#### EXERCISE INPUT

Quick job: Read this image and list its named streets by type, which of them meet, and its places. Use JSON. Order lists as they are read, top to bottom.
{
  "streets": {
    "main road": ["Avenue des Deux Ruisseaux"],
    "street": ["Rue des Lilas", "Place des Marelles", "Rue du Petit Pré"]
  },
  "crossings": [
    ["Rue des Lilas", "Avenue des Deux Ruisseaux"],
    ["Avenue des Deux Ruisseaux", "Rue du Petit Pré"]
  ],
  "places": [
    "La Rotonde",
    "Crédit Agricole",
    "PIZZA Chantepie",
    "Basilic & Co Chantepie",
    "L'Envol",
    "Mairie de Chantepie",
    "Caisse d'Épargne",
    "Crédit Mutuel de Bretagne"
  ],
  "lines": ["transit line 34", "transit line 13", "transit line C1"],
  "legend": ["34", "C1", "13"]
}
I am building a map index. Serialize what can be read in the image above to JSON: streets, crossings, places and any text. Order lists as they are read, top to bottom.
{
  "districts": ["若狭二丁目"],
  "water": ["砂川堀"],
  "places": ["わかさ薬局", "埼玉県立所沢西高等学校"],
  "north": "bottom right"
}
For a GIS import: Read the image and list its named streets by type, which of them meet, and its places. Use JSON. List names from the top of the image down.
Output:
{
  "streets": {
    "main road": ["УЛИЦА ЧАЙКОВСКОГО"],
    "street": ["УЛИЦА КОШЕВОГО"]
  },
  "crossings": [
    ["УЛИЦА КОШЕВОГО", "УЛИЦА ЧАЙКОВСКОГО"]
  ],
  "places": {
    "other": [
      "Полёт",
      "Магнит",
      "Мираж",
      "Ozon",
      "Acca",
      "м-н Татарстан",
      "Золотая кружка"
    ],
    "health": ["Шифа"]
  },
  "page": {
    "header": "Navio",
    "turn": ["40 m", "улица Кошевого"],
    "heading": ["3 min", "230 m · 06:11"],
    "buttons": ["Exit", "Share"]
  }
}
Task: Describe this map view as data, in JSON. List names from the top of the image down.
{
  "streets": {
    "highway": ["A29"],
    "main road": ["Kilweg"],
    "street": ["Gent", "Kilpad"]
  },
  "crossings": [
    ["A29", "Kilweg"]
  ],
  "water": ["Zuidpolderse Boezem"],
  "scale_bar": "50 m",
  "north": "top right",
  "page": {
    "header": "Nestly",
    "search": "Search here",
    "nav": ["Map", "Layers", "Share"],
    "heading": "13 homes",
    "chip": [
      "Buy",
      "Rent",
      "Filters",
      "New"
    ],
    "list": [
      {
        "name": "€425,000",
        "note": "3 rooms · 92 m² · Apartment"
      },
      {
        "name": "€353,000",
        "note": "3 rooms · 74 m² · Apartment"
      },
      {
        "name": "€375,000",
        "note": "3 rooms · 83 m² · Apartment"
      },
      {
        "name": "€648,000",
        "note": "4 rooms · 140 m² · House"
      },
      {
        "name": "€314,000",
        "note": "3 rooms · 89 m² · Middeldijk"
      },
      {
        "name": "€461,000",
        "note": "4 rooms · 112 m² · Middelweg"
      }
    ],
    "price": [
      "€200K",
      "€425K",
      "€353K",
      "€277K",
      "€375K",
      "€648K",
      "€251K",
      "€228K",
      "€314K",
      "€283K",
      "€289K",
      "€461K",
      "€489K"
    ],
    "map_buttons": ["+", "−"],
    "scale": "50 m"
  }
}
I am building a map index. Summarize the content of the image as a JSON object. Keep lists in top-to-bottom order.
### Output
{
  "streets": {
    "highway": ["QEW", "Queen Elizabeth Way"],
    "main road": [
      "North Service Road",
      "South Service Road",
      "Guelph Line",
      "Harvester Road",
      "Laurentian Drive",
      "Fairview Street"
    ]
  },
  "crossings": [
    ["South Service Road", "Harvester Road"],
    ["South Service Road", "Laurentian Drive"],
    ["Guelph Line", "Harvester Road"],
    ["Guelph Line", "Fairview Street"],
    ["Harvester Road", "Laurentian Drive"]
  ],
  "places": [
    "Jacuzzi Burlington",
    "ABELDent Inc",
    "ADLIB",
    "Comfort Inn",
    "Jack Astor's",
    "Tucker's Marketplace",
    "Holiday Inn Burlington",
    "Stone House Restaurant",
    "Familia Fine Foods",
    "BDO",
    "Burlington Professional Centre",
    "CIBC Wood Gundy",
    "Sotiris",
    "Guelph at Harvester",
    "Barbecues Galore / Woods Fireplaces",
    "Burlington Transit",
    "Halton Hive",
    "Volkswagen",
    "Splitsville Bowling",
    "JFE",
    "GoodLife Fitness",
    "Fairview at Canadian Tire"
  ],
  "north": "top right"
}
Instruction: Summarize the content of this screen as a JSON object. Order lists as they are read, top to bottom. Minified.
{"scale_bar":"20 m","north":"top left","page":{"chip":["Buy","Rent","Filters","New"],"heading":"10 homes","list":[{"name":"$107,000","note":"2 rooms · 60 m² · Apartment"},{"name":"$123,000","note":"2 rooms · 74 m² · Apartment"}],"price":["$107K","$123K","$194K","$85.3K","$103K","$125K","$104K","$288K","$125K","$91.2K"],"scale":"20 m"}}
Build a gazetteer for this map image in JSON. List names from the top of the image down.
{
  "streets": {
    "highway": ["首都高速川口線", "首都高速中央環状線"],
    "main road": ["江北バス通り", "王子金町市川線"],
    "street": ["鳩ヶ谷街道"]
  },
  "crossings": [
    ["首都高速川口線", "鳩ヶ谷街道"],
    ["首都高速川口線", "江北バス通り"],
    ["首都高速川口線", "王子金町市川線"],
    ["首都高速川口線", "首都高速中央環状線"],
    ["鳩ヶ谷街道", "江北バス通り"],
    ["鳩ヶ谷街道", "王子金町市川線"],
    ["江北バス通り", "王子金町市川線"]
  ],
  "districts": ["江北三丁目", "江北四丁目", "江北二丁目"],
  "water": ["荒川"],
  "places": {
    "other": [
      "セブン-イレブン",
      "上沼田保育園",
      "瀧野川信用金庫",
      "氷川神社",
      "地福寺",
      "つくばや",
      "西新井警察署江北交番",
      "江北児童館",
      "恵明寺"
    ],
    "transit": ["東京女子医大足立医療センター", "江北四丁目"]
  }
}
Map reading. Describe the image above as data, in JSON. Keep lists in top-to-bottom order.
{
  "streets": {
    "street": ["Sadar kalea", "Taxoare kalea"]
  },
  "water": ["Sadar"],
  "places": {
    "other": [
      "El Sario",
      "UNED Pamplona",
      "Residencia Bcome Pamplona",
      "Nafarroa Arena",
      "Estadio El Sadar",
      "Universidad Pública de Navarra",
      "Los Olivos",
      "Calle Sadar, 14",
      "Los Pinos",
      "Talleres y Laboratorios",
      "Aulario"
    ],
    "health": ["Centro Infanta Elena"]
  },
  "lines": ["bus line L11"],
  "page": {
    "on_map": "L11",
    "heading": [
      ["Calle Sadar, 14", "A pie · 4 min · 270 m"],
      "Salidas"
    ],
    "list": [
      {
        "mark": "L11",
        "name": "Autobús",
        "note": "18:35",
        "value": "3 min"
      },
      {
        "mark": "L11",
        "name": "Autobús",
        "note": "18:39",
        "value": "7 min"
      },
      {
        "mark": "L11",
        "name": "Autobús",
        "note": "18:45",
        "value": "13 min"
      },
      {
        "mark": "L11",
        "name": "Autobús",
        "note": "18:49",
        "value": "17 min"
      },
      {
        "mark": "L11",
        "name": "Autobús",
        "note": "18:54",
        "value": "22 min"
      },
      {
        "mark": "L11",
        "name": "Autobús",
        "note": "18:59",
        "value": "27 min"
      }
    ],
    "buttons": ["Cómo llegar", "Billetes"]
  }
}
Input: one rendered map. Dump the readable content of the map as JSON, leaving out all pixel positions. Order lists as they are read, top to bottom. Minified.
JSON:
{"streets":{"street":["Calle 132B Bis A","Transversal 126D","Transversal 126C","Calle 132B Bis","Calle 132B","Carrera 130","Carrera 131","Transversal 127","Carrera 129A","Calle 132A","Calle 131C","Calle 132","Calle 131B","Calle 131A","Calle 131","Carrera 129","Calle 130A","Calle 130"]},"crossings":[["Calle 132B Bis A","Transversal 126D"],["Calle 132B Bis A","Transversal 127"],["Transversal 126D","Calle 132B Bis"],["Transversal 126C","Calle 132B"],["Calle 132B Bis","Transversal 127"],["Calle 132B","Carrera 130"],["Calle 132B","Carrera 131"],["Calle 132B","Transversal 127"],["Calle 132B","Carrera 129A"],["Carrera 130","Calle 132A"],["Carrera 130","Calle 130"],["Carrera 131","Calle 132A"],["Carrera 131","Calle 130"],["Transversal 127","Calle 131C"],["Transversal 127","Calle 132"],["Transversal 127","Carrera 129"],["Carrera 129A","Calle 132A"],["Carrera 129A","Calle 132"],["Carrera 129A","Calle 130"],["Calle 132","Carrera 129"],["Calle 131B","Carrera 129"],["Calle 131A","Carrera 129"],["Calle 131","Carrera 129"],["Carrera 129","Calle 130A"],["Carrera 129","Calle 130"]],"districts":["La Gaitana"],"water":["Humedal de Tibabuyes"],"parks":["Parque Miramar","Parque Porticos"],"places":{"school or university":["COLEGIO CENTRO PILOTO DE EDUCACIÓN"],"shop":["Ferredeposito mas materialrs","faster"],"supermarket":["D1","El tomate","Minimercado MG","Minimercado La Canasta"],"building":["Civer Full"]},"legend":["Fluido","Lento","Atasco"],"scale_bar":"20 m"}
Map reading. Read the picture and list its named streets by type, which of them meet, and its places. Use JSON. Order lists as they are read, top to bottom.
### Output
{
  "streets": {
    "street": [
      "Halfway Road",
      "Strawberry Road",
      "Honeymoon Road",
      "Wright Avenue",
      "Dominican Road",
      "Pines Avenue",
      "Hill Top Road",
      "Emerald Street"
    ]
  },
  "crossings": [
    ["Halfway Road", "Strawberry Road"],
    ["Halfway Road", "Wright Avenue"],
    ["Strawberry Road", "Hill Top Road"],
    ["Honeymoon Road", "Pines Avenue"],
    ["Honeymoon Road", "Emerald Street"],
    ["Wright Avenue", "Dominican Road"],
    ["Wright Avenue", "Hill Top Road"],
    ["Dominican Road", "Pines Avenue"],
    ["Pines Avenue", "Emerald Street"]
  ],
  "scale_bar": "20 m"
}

########

▶ HOW TO COMPLETE THIS TASK
The answer must be every line of the records above that holds the word "legend".

▶ FINISHED TASK
  "legend": ["34", "C1", "13"]
{"streets":{"street":["Calle 132B Bis A","Transversal 126D","Transversal 126C","Calle 132B Bis","Calle 132B","Carrera 130","Carrera 131","Transversal 127","Carrera 129A","Calle 132A","Calle 131C","Calle 132","Calle 131B","Calle 131A","Calle 131","Carrera 129","Calle 130A","Calle 130"]},"crossings":[["Calle 132B Bis A","Transversal 126D"],["Calle 132B Bis A","Transversal 127"],["Transversal 126D","Calle 132B Bis"],["Transversal 126C","Calle 132B"],["Calle 132B Bis","Transversal 127"],["Calle 132B","Carrera 130"],["Calle 132B","Carrera 131"],["Calle 132B","Transversal 127"],["Calle 132B","Carrera 129A"],["Carrera 130","Calle 132A"],["Carrera 130","Calle 130"],["Carrera 131","Calle 132A"],["Carrera 131","Calle 130"],["Transversal 127","Calle 131C"],["Transversal 127","Calle 132"],["Transversal 127","Carrera 129"],["Carrera 129A","Calle 132A"],["Carrera 129A","Calle 132"],["Carrera 129A","Calle 130"],["Calle 132","Carrera 129"],["Calle 131B","Carrera 129"],["Calle 131A","Carrera 129"],["Calle 131","Carrera 129"],["Carrera 129","Calle 130A"],["Carrera 129","Calle 130"]],"districts":["La Gaitana"],"water":["Humedal de Tibabuyes"],"parks":["Parque Miramar","Parque Porticos"],"places":{"school or university":["COLEGIO CENTRO PILOTO DE EDUCACIÓN"],"shop":["Ferredeposito mas materialrs","faster"],"supermarket":["D1","El tomate","Minimercado MG","Minimercado La Canasta"],"building":["Civer Full"]},"legend":["Fluido","Lento","Atasco"],"scale_bar":"20 m"}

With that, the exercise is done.